L'édition 2019 en images
Salma Kojok avec des membres du jury étudiants

Quelques étudiantes en échange

Chose sérieuse: quel roman choisir?













Quel avenir pour le Goncourt Choix de l’Orient ?
Un bel avenir. Le Choix de l’Orient est un espace où s’épanouissent des talents de lecteurs. C’est le lecteur qui fait le livre. C’est lui qui donne son sens au roman, qui lui permet d’être polysémique… Le Choix de l’Orient apprend à être un lecteur talentueux, un lecteur qui saura parler des livres qui le touchent, qui saura aussi convaincre les autres à lire.
Votre approche de la lecture
 La lecture a ceci de formidable qu’elle offre la possibilité d’entrer dans la pensée de l’autre, dans son rythme, son univers, sa musique. C’est l’espace où s’épanouit la rencontre de l’autre et ceci est essentiel dans notre monde. Grâce aux romans, on peut accéder à une forme de complexité des êtres et du monde, comprendre les autres, se comprendre mieux soi-même. La lecture, les romans sont de magnifiques lieux de découvertes essentielles.
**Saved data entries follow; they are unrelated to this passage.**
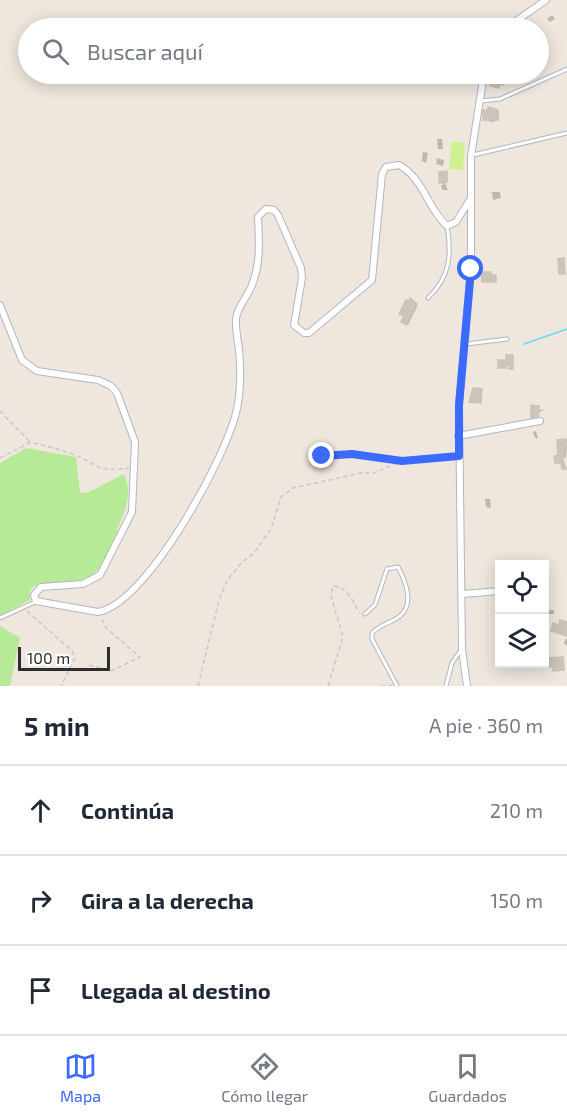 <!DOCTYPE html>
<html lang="es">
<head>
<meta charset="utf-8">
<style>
	body { margin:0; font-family:"Exo 2",sans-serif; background:#f6f6f7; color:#1f2937 }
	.controls { position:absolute; right:18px; bottom:18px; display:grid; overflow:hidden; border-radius:0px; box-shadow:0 3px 15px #0003 }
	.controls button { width:54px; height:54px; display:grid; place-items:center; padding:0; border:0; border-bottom:2px solid #e0e1e3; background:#fff; color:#1f2937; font:30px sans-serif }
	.scale { position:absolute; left:18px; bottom:15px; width:92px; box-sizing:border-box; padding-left:6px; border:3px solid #2d2d2d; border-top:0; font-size:16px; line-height:21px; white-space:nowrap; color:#2d2d2d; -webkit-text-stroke:4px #fff; paint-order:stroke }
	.stop { position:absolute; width:18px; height:18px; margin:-14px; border:4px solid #3b6aff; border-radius:50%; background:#fff }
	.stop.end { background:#3b6aff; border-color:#fff; box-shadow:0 2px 6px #0008 }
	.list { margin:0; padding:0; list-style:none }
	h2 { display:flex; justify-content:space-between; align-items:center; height:78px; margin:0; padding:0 24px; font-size:26px }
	h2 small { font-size:20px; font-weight:400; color:#747a83 }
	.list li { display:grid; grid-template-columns:39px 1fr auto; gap:18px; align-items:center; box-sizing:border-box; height:90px; padding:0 24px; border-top:2px solid #e0e1e3 }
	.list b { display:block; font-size:22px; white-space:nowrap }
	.list em { font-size:20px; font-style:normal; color:#747a83 }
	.icon { flex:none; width:33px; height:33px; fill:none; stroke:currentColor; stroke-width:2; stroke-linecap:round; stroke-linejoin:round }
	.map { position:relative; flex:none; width:567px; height:686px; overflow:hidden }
	.search { position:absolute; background:#fff; box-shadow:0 3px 15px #0003; left:18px; right:18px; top:18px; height:66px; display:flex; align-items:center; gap:15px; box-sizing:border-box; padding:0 21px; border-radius:33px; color:#747a83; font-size:22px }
	.sheet { height:348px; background:#fff }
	nav { display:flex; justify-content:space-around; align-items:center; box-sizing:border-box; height:84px; border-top:2px solid #e0e1e3; background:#fff; font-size:16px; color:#747a83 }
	nav a { display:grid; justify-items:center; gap:3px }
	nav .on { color:#3b6aff }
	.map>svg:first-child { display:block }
</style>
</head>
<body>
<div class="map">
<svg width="567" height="686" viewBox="0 0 567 686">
	<rect width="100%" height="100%" fill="#efe7de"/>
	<g fill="#b7ea97">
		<path d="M26,448l50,9 4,36 9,-1 35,-18c9,20 1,37 -7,56l2,3c-27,54 -26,47 -85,53l-4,4v10l-30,16v-153z"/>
		<path d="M0,626l20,12 -10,48h-10z"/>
	</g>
	<path fill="#cef292" d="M452,141l13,2 -2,27 -14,-1z"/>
	<g fill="#0003">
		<path d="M552,15l3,4 -5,3 -3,-3z"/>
		<circle cx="492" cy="115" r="7"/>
		<path d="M437,139h5l1,10h-5z"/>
		<path d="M423,152l5,1 -2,10 -4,-2z"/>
		<path d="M437,158l7,2 -1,6 -7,-2z"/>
		<path d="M447,174v9h-2l3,7h-6l-1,-5h3l-4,-3z"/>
		<path d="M492,192h8l1,6 -8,2z"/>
		<path d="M411,300l6,7 -9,18 -4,-1 1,-7 -4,-3z"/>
		<path d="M536,431l2,7h-3l-2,-6z"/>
		<path d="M559,441h8l-1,17h-4l4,12 -3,-6 -7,-1 4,-6z"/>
		<path d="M485,499h5l1,9 -5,-1z"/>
		<path d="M547,610h7v4h-6z"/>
		<path d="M565,639h2v7l-3,-2z"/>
	</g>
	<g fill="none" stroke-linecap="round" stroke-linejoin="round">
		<path stroke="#69daf9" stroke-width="1.5" d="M524,344l43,-15"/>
	</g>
	<g fill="#cbc5bc" stroke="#cbc3b7" stroke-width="1.5">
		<path d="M492,75l13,3 -2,7 -3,-1 -1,4 -9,-2z"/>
		<path d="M488,107l10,3v10h-15v-10h5z"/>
		<path d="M447,171v11l-8,1v-11z"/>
		<path d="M564,258l1,16h-6l-1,-15z"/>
		<path d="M481,272h10v3h5v7h-14z"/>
		<path d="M410,298l7,6 -11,21 -5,-3 3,-6 -5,-2 7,-14 3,1z"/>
		<path d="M506,355h7v14h-4v-4h-3v3h-8v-8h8z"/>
		<path d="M473,388l9,1 -1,14 -12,-1z"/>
		<path d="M531,405l8,1v4h3l-3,2 -1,6h-7z"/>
		<path d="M567,439v6h-3l1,12h-3l4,12h-4l-1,-6h-6l-1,-7 4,-1 -1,-15z"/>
		<path d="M560,620l7,2v14l-16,-5 2,-8 6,2z"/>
		<path d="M563,657l1,13 -11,1v-4h-5l-1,-9z"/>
	</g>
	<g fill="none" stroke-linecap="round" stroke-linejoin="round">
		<defs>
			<g id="lane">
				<path d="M481,101l19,-2 67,-30"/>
				<path d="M473,155l94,-22"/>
				<path d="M428,298c22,-21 24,-43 19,-72"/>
				<path d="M466,344l41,-5"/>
				<path d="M365,614l10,-9 12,-36 11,-2c7,13 17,36 2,49 -9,7 -19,8 -28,17v6l25,47"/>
				<path d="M0,618l35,-16"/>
				<path d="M446,686l6,-23 9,-13"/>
			</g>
			<g id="street">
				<path d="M506,28l40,-28"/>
				<path d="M0,305l22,55 15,11 61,9 13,6 6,7 18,49 -3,70 -32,63 -17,9 -42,3 -7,8 2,6 62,11c49,-8 129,-156 139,-203 4,-20 4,-39 2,-59 -1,-10 -4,-22 -3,-32 2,-12 12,-22 16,-33 9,-22 7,-44 6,-68l8,-8 8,1 4,5 23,53 1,10 -8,47 10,8h5l63,-53 10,-106 4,-7 13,-2c25,14 28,43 48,61l9,-4 15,-24"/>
				<path d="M458,436l82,-15"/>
				<path d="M462,594l38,-3"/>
				<path d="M467,686l-5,-37 -3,-244 12,-136v-113l13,-82"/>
			</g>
		</defs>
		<use href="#lane" stroke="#b2b6c1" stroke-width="5"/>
		<use href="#street" stroke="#b2b6c1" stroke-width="8"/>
		<g stroke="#c8c8c8" stroke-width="1.5" stroke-dasharray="4.5 3" stroke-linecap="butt">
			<path d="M0,411l30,31"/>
			<path d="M322,456l30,-2 49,7"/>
			<path d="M0,458l31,-16c14,4 28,7 41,12 28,10 21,19 57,14"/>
			<path d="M27,611l45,40 3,7 -14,28"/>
			<path d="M89,665l22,6 29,-14 -34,-29 -5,-11"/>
			<path d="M198,686l21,-86 8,-19 15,-19 12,-9 17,-24 10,-32 12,-9 68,-15h13l28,-12 53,-5"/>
			<path d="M328,686l15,-49 -12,-41 2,-10c15,1 20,16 27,27"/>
			<path d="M381,686h11"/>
		</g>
		<use href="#lane" stroke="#fff" stroke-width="3"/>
		<use href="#street" stroke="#fff" stroke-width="6"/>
	</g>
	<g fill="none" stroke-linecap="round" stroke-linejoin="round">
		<path stroke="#3b6aff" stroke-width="8" d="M322,456l30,-2 50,7 57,-5v-51l12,-136"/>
	</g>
</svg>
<div class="controls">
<button><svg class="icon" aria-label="locate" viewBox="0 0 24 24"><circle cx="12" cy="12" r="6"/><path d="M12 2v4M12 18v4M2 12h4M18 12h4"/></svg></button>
<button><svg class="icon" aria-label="layers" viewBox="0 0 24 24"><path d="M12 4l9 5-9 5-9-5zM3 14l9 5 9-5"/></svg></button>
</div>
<div class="scale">100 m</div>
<div class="stop" style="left:471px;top:269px"></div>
<div class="stop end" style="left:322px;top:456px"></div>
<div class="search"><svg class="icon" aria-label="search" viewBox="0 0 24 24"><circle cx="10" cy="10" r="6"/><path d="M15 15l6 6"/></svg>Buscar aquí</div>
</div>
<section class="sheet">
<h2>5 min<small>A pie · 360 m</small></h2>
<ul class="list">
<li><svg class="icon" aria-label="ahead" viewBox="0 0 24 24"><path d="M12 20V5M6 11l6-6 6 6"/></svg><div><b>Continúa</b></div><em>210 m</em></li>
<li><svg class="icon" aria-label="right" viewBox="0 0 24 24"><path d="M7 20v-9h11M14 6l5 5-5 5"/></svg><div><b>Gira a la derecha</b></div><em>150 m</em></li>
<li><svg class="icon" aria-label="arrive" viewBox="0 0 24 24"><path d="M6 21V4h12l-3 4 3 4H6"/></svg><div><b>Llegada al destino</b></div></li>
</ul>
</section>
<nav>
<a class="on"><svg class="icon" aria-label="map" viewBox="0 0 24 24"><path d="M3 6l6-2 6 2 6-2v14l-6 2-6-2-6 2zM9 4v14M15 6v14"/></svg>Mapa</a>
<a><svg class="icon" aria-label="directions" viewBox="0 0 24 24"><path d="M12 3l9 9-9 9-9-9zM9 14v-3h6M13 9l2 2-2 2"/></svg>Cómo llegar</a>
<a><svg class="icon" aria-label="saved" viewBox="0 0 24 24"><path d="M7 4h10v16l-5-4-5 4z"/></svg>Guardados</a>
</nav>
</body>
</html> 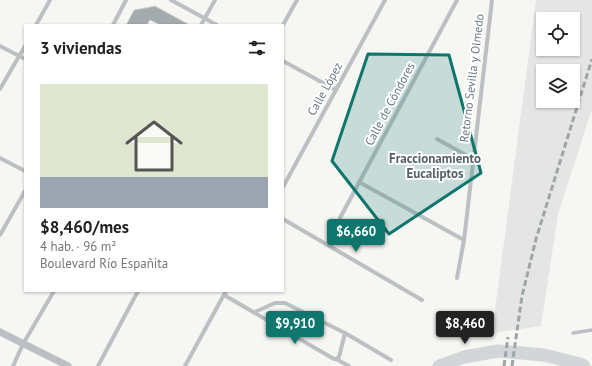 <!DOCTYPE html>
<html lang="es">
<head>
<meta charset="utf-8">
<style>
  body { margin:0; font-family:"PT Sans",sans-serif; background:#f2f2f2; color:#222; height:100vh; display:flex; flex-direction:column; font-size:15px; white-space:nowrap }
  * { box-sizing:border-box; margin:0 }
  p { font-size:13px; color:#767676 }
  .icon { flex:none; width:22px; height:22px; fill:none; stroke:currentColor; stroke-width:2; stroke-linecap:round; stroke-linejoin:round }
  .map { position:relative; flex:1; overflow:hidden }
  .details { position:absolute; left:24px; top:24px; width:260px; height:268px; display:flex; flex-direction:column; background:#fff; border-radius:0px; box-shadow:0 1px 3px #0004 }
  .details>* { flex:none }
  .buttons { position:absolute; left:536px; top:12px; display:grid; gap:8px }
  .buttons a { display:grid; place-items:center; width:44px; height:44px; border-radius:0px; background:#fff; box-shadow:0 1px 3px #0004; font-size:20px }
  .price { position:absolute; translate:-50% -34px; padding:0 9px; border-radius:4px; background:#0f766e; color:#fff; font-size:13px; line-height:26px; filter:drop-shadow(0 1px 2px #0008) }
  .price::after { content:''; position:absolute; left:50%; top:24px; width:12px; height:9px; margin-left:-6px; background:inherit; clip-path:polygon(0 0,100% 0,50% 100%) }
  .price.current { background:#222; color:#fff }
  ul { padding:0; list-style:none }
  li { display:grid; align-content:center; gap:8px; height:212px; padding:0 16px }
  li span { display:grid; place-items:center; height:124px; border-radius:0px; color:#555 }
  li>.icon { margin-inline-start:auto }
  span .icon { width:72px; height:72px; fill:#fffc; stroke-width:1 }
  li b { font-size:17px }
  h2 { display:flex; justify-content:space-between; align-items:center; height:48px; padding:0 16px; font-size:17px }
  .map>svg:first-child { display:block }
  .built { fill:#e4e5e4; fill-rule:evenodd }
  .building { fill:#a4abaf; stroke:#d8d7d6 }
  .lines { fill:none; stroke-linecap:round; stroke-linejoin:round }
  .pedestrian { stroke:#bcc0c2; stroke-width:3.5 }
  .minor { stroke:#bcc0c2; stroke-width:4 }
  .tertiary { stroke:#bcc0c2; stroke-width:7 }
  .secondary { stroke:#d2d6d9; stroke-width:13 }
  .rail { stroke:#9ea5a8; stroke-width:3; stroke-dasharray:6 3; stroke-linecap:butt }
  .marked { fill:#0f766e; fill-opacity:0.2; stroke:#0f766e; stroke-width:3; stroke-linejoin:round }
  .labels { text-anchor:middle; stroke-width:4; stroke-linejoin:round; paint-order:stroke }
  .street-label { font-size:12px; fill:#697880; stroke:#fff }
  .neighbourhood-label { font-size:13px; font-weight:bold; fill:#566167; stroke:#fff }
</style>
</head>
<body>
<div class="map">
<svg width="592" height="366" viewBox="0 0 592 366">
  <rect width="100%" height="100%" fill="#f6f6f3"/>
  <path class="built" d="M536,0H592V109L558,214L541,326L492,333ZM543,19H573V49H543ZM543,71H573V101H543Z"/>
  <polygon class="building" points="155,6 190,25 160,25 150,20 147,25 126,25 134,10"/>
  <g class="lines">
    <polyline class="pedestrian" points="573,333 592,330"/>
    <g class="minor">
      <polyline points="171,0 217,25"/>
      <polyline points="36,25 50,0"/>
      <polyline points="113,25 126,0"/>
      <polyline points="201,25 215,0"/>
      <polyline points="283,25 297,0"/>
      <polyline points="0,46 25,59"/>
      <polyline points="283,61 336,90"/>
      <polyline points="0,89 25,46"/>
      <polyline points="437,139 473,159"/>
      <polyline points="0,158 25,171"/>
      <polyline points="359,182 464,240"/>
      <polyline points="283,187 385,0"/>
      <polyline points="340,218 457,0"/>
      <polyline points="283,219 422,300"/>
      <polyline points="0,235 25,191"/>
      <polyline points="457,278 464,240 492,0"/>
      <polyline points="224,295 334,359 336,359 339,357 345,333"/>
      <polyline points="255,312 275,303 285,303 345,333 391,360"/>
      <polyline points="336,359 349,366"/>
      <polyline points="13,366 23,344 54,291"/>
      <polyline points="98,366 138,291"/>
      <polyline points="185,366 226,291"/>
    </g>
    <polyline class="tertiary" points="0,332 68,366"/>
    <polyline class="secondary" points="439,366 464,357 498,351 544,355 580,364 584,366"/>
    <g class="rail">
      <polyline points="504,366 508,337"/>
      <polyline points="512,366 522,296 536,239 592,59"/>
    </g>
  </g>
  <path class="marked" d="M368,54L449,55L481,173L389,234L332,161Z"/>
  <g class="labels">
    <g class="street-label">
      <text transform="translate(472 78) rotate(-83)" y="4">Retorno Sevilla y Olmedo</text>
      <text transform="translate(325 89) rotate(-61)" y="4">Calle López</text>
      <text transform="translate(390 104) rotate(-62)" y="4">Calle de Cóndores</text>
    </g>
    <g class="neighbourhood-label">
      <text x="435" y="163">Fraccionamiento<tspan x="435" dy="15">Eucaliptos</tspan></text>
    </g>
  </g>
</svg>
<div class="buttons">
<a><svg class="icon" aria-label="locate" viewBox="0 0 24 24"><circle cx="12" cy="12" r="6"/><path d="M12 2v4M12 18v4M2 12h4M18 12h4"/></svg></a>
<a><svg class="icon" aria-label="layers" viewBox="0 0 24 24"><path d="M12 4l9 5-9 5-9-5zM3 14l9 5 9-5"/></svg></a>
</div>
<b class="price" style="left:356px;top:253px">$6,660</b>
<b class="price" style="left:295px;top:345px">$9,910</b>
<b class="price current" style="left:465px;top:345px">$8,460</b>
<section class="details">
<h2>3 viviendas<svg class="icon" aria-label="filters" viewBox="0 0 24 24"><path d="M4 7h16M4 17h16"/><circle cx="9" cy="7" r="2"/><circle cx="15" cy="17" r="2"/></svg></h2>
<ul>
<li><span style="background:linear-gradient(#dfe7d0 75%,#9aa5b1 0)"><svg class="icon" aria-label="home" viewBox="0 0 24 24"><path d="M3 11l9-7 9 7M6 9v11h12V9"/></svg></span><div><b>$8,460/mes</b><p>4 hab. · 96 m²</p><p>Boulevard Río Españita</p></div></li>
</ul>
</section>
</div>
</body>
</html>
Dans l’univers littéraire de Salma Kojok, deux thèmes s’imposent au fil de ses œuvres : l’importance du langage et le ventre des femmes.
Voici ce que dit, Salma Kojok, à propos du langage dans une publication récente avec 4 autres romanciers libanais, concernant le mouvement de révolte populaire actuel au Liban.
Salma Kojok : La révolution dans le langage est encore à faire.
Écrire sur le mouvement populaire qui traverse le Liban actuellement exige de repenser le langage. Comment nommer ce qui s’y passe ? Révolution, renaissance, désorganisation, rêve, chaos, révolte, troubles, bouleversement, subversion, secousse ? De quoi ce soulèvement populaire est-il le nom, le symbole et les symptômes, les cicatrices et le présage ?
       Depuis plusieurs semaines, les grandes villes du Liban vivent au rythme de leurs rues. Leurs habitants se sont emparés des lieux publics. À Beyrouth, le centre-ville construit par les vainqueurs de la guerre, cette ville jusqu’ici confisquée par le monde des affaires, l’esprit élitiste, la vulgarité mondaine, le luxe opulent, est aujourd’hui transformé par la présence des gens. Les lieux en sont plus accueillants, joyeux, souriants, vivants et frissonnants des paroles échangées, des actes de solidarité. On y déguste des graines de turmos (lupin) et de foul (fèves) ; on y discute, on y aime, on y palabre. Les citoyennes, les citoyens se sont emparés de la rue en un geste de réappropriation qui dit un nouveau projet de vie, qui appelle à une nouvelle donne politique plus égalitaire, plus soucieuse des droits et des libertés. Il se dégage de ces lieux, de ces mouvements une énergie créatrice, une joie de vivre, une volonté exprimée d’être acteur de son histoire et d’un projet collectif à construire.
         La révolution dans le langage est pourtant encore à faire. Si les discours sont plus attentifs aux mots prononcés, à leurs sens apparents et à ce qui s’y cache aussi, il reste que le langage doit être repensé de fond en comble. Dans certaines insultes, dans certaines blagues qui circulent, dans des slogans, on lit encore par exemple la force du système patriarcal et les formes de domination traditionnelles. Il est temps de faire aussi la thaoura dans notre langage.
 Concernant le ventre des femmes, expression qui revient plusieurs fois dans ces deux romans, il reste à en interpréter le sens. Est-ce la mater dolorosa, celle qui souffre ? Ou la mère qui infante et construit le monde ? Ou les deux ? Nous n’avons pas la réponse.